The 1884 “Cane Creek Massacre” in Tennessee took the lives of two missionaries, two local members (brothers to each other), and one member of the attacking force. The mother of the two brothers was maimed for life, and proselyting in the immediate neighborhood of the massacre ceased for a period of years.

I have blogged once about this event, and BruceC has blogged a number of times about his recent researches into (for him) local history – he has been uncovering a number of documents – including photographs – in Tennessee sources that have never been used by those writing from the Mormon perspective, and has been exploring the genealogical connections of some of those involved. If the Cane Creek tragedy is of interest to you, or if you’d like to undertake researches into your own local history but aren’t sure how to start, I recommend BruceC’s site (click on the “Cane Creek” label to pull up all his relevant posts).

In addition, an upcoming issue of the Tennessee Historical Quarterly is scheduled to publish “Tennessee’s 1884 ‘Mormon Massacre’ and the Cane Creek Vigilante Movement” by Jeremy R. Ricketts, which looks to be a far more thoroughly researched and contextualized study than has ever before appeared.

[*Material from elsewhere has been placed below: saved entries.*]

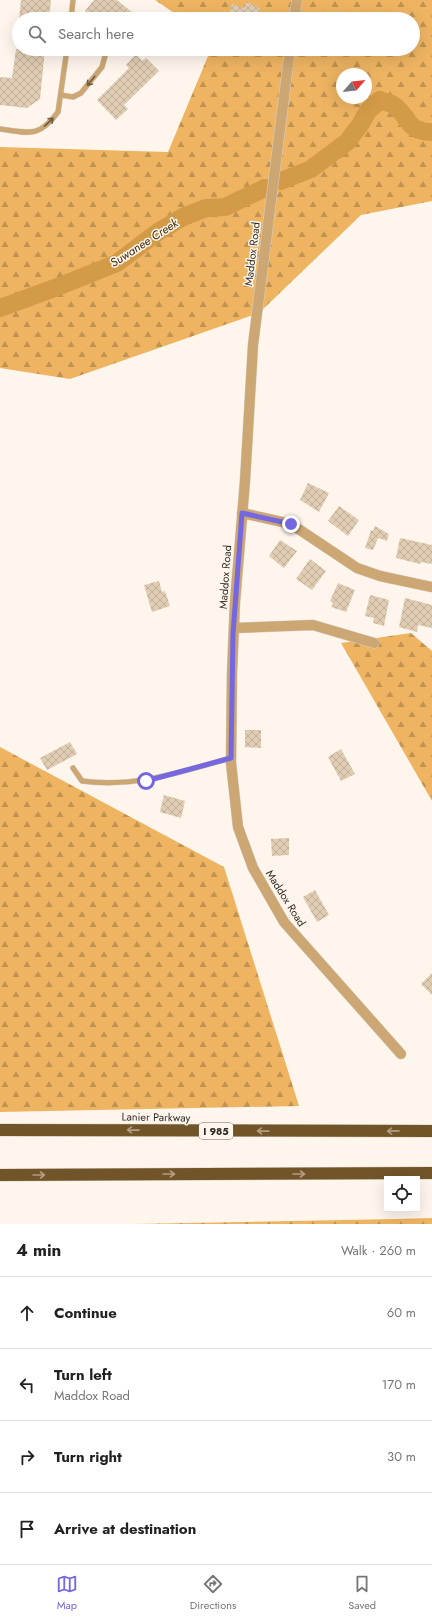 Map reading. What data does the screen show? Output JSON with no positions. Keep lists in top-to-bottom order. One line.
{"streets":{"highway":["Lanier Parkway","I 985"],"street":["Maddox Road"]},"water":["Suwanee Creek"],"north":"top right","page":{"search":"Search here","heading":["4 min","Walk · 260 m"],"list":[["Continue","60 m"],["Turn left","Maddox Road","170 m"],["Turn right","30 m"],"Arrive at destination"],"nav":["Map","Directions","Saved"]}} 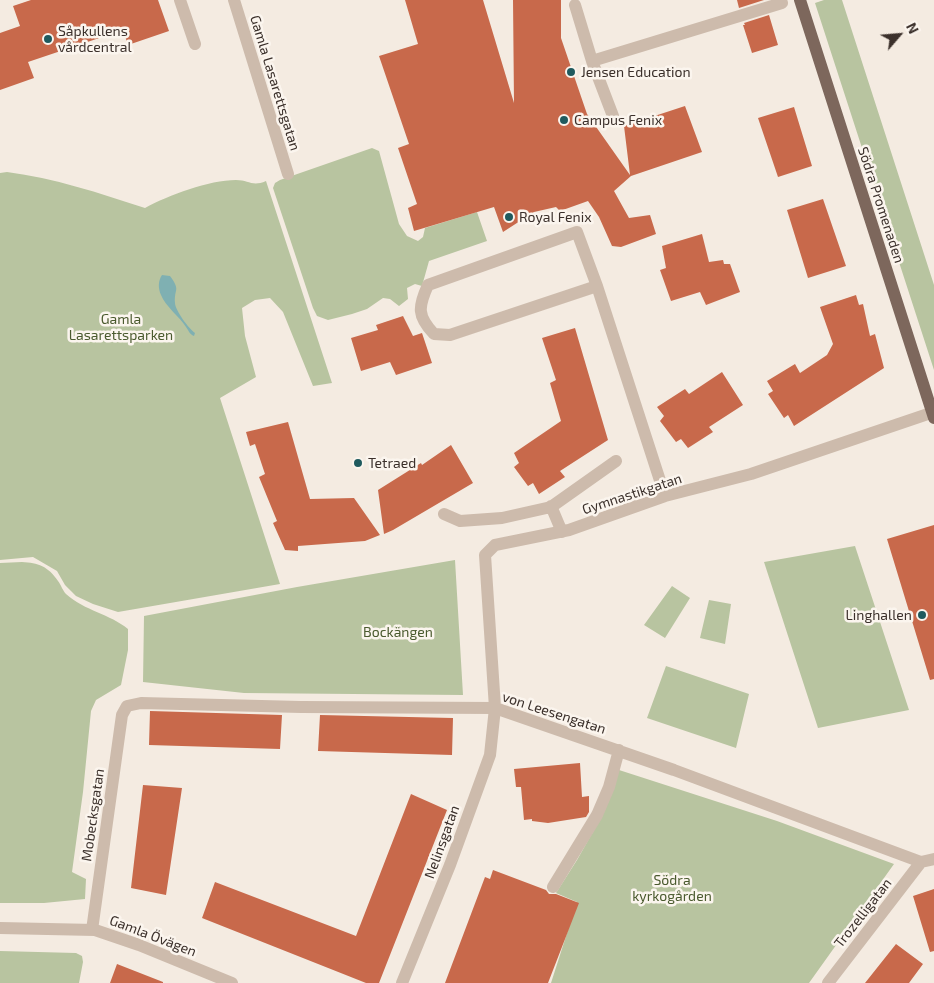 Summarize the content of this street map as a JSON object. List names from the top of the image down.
{
  "streets": {
    "main road": ["Södra Promenaden"],
    "street": [
      "Gamla Lasarettsgatan",
      "Gymnastikgatan",
      "von Leesengatan",
      "Mobecksgatan",
      "Nelinsgatan",
      "Trozelligatan",
      "Gamla Övägen"
    ]
  },
  "crossings": [
    ["Södra Promenaden", "Gymnastikgatan"],
    ["Gymnastikgatan", "von Leesengatan"],
    ["Gymnastikgatan", "Nelinsgatan"],
    ["von Leesengatan", "Mobecksgatan"],
    ["von Leesengatan", "Nelinsgatan"],
    ["von Leesengatan", "Trozelligatan"],
    ["Mobecksgatan", "Gamla Övägen"]
  ],
  "parks": ["Gamla Lasarettsparken", "Bockängen", "Södra kyrkogården"],
  "places": [
    "Såpkullens vårdcentral",
    "Jensen Education",
    "Campus Fenix",
    "Royal Fenix",
    "Tetraed",
    "Linghallen"
  ],
  "north": "top right"
} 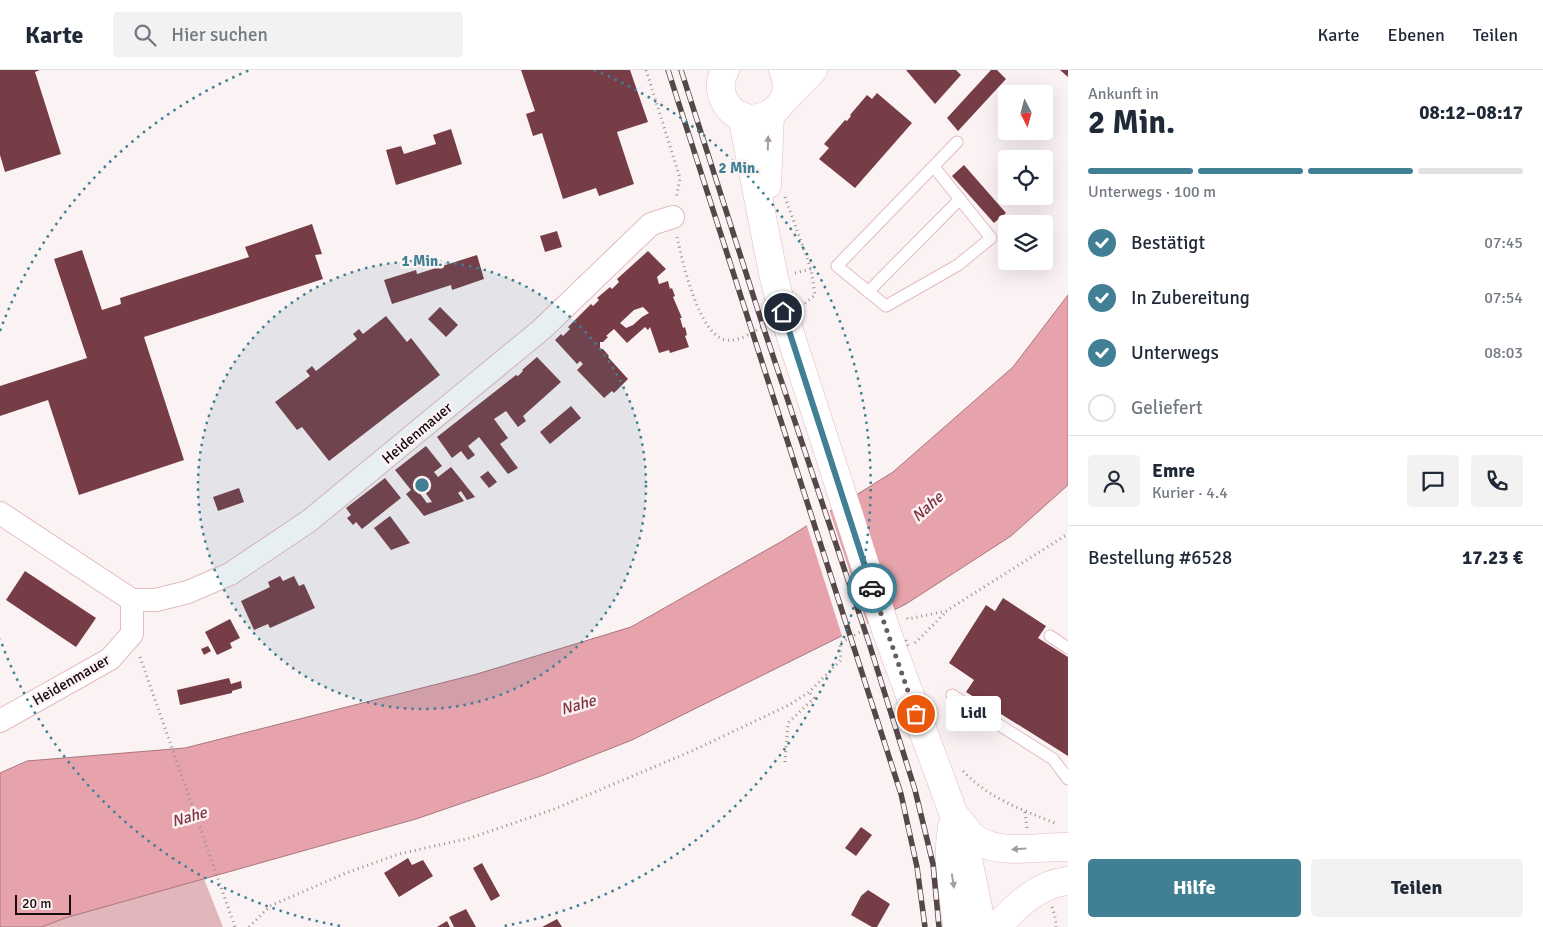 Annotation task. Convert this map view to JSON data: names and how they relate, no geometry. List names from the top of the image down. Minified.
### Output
{"streets":{"street":["Heidenmauer"]},"water":["Nahe"],"places":["Lidl"],"scale_bar":"20 m","north":"bottom","page":{"header":"Karte","search":"Hier suchen","nav":["Karte","Ebenen","Teilen"],"heading":["2 Min.","Ankunft in","08:12–08:17"],"panel":["Emre","Kurier · 4.4","Bestellung #6528","17.23 €"],"bar":"Unterwegs · 100 m","list":[["Bestätigt","07:45"],["In Zubereitung","07:54"],["Unterwegs","08:03"],"Geliefert"],"bubble":"Lidl","buttons":["Hilfe","Teilen"],"scale":"20 m"},"rings":["2 Min.","1 Min."]} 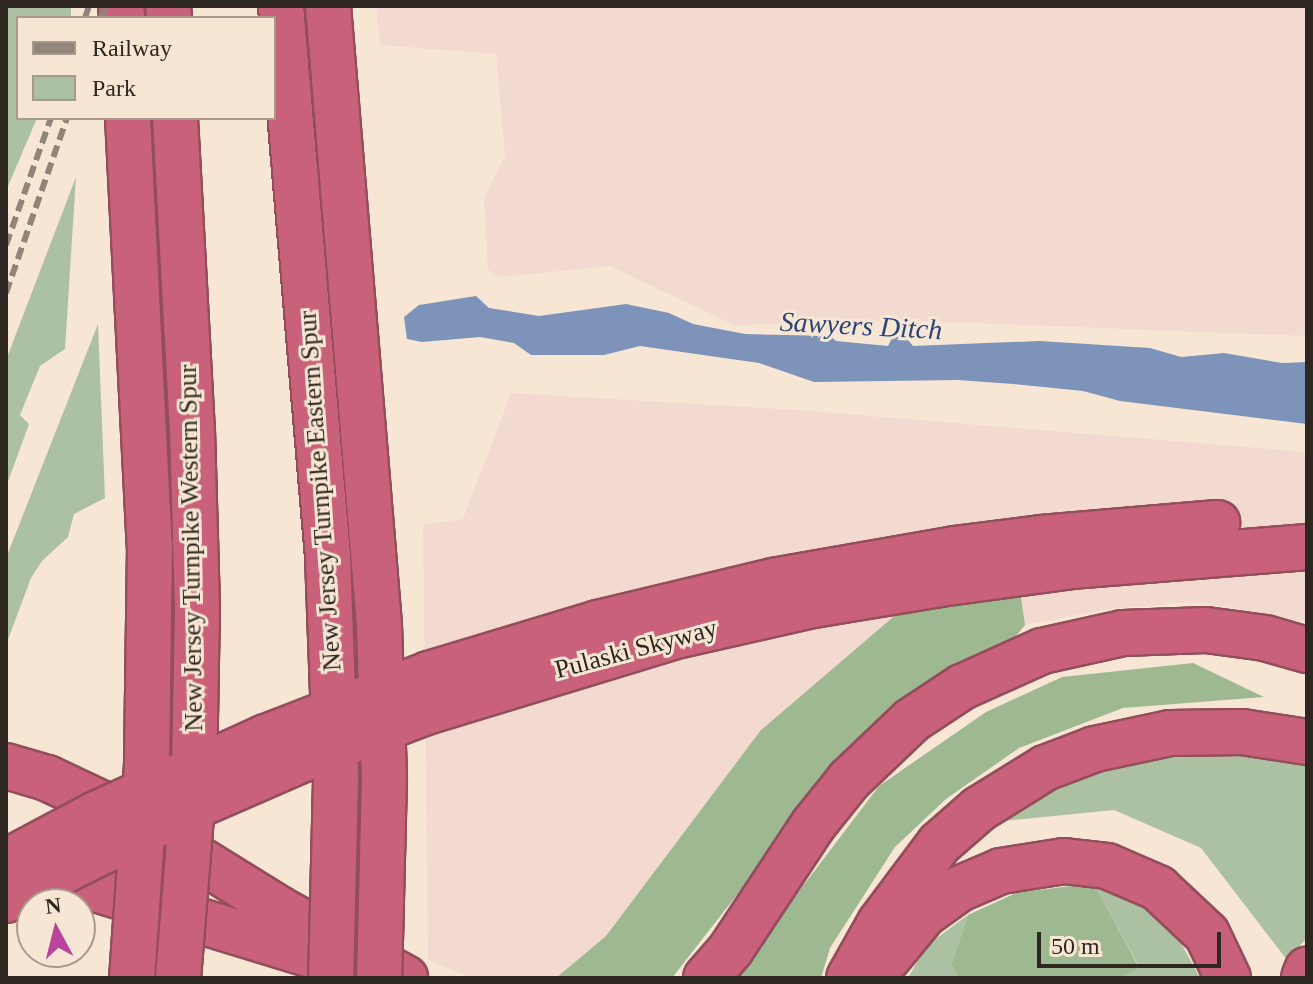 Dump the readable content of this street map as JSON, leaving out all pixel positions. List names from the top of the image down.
{
  "streets": {
    "highway": ["New Jersey Turnpike Eastern Spur", "New Jersey Turnpike Western Spur", "Pulaski Skyway"]
  },
  "water": ["Sawyers Ditch"],
  "legend": ["Railway", "Park"],
  "scale_bar": "50 m",
  "north": "top"
} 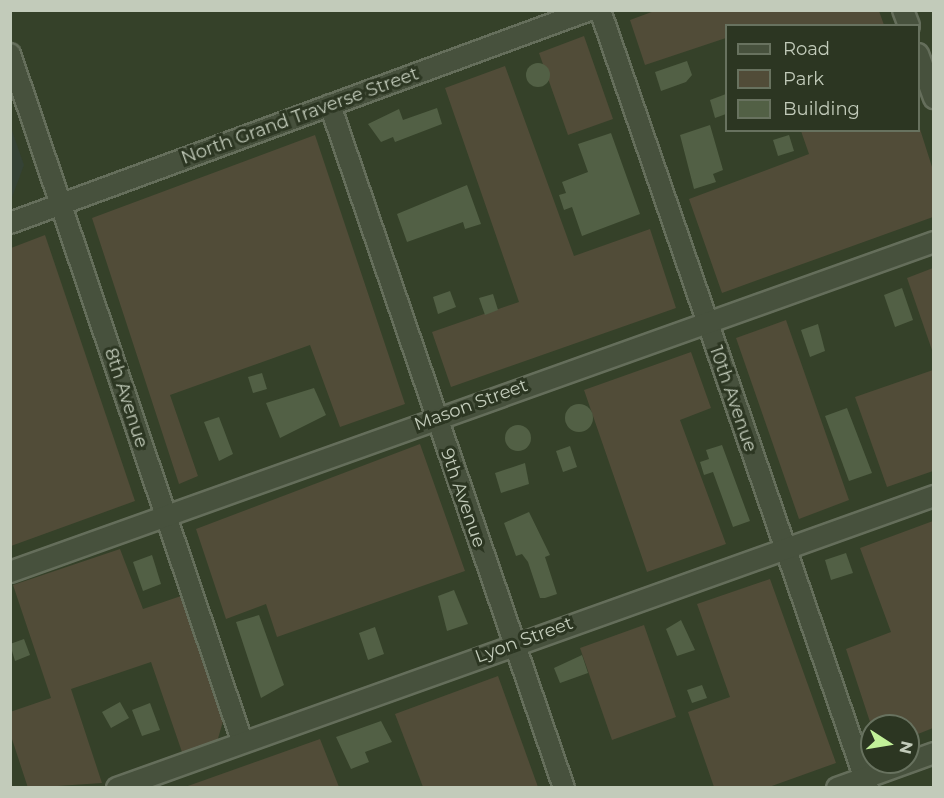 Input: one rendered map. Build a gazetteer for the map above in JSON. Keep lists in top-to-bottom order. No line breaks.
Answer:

My own recent prowling through old Church publications turned up an interesting bit in connection with this 1884 event:

In May 1944, LDS missionaries Gaell W. Lindstrom and Riego S. Hawkins visited Cane Creek from their home base at Hohenwald, only three miles away. They called on friends living at Cane Creek, including the Talley family whose father had hosted the elders in 1884 and aided the missionaries and Conder family after the massacre. They visited the tiny, overgrown cemetery next to the site of the Conder home (no longer standing in 1944), where they photographed the stone standing on the brothers’ grave, with its “Greater Love Hath No Man” inscription. That cemetery had also been the resting place of the two murdered elders for a few days, before B.H. Roberts had retrieved their bodies and returned them to Utah.

Following their cemetery visit, the two elders drove on to Trace Creek, about six miles away, to call on Rachel Conder and Lavicia Conder Haley, sisters of the murdered brothers, who had been present at the slaughter during the 1884 church services. These elderly women, still members of the Church, welcomed the elders and rehearsed for them their memories of that day. One of them brought out a relic of that day – the double-barrelled, breech-loading shotgun used by their brother John Riley Hudson in defense of Elders Gibbs and Berry and the others present in the Conder home.

Elder Hawkins asked the sisters if they might be willing to donate that shotgun to the church museum in Salt Lake City, where it would be preserved and its identity remembered. The sisters told him that an earlier missionary had made the same request, but that they hadn’t been ready at that time to part with the gun. After a few minutes discussion between themselves, the women agreed to send the gun to Salt Lake, in the care of Elder Lindstrom who would be returning home in a few weeks.

So in July 1944, Elder Lindstrom returned to Salt Lake to report his mission, walking into his appointment at church headquarters carrying the antique firearm. He posed for his picture holding the relic, which the First Presidency directed be turned over to the museum on Temple Square.

The gun is still owned by the Church. It is in fair shape with both repaired and unrepaired damage. The barrels are engraved, with elephants (!), and a hunting scene of trees, rail fence, and birds in flight. The maker’s mark is unfortunately illegible.

The museum cataloging includes a brief summary of the Cane Creek massacre, where John Riley Hudson, Malinda Conder’s oldest son, was mistakenly described as “a non-member who lived with the Condors.” That error was quickly corrected by an archivist when I pointed it out – the young man gave his life in defense of the missionaries; his own membership shouldn’t be forgotten!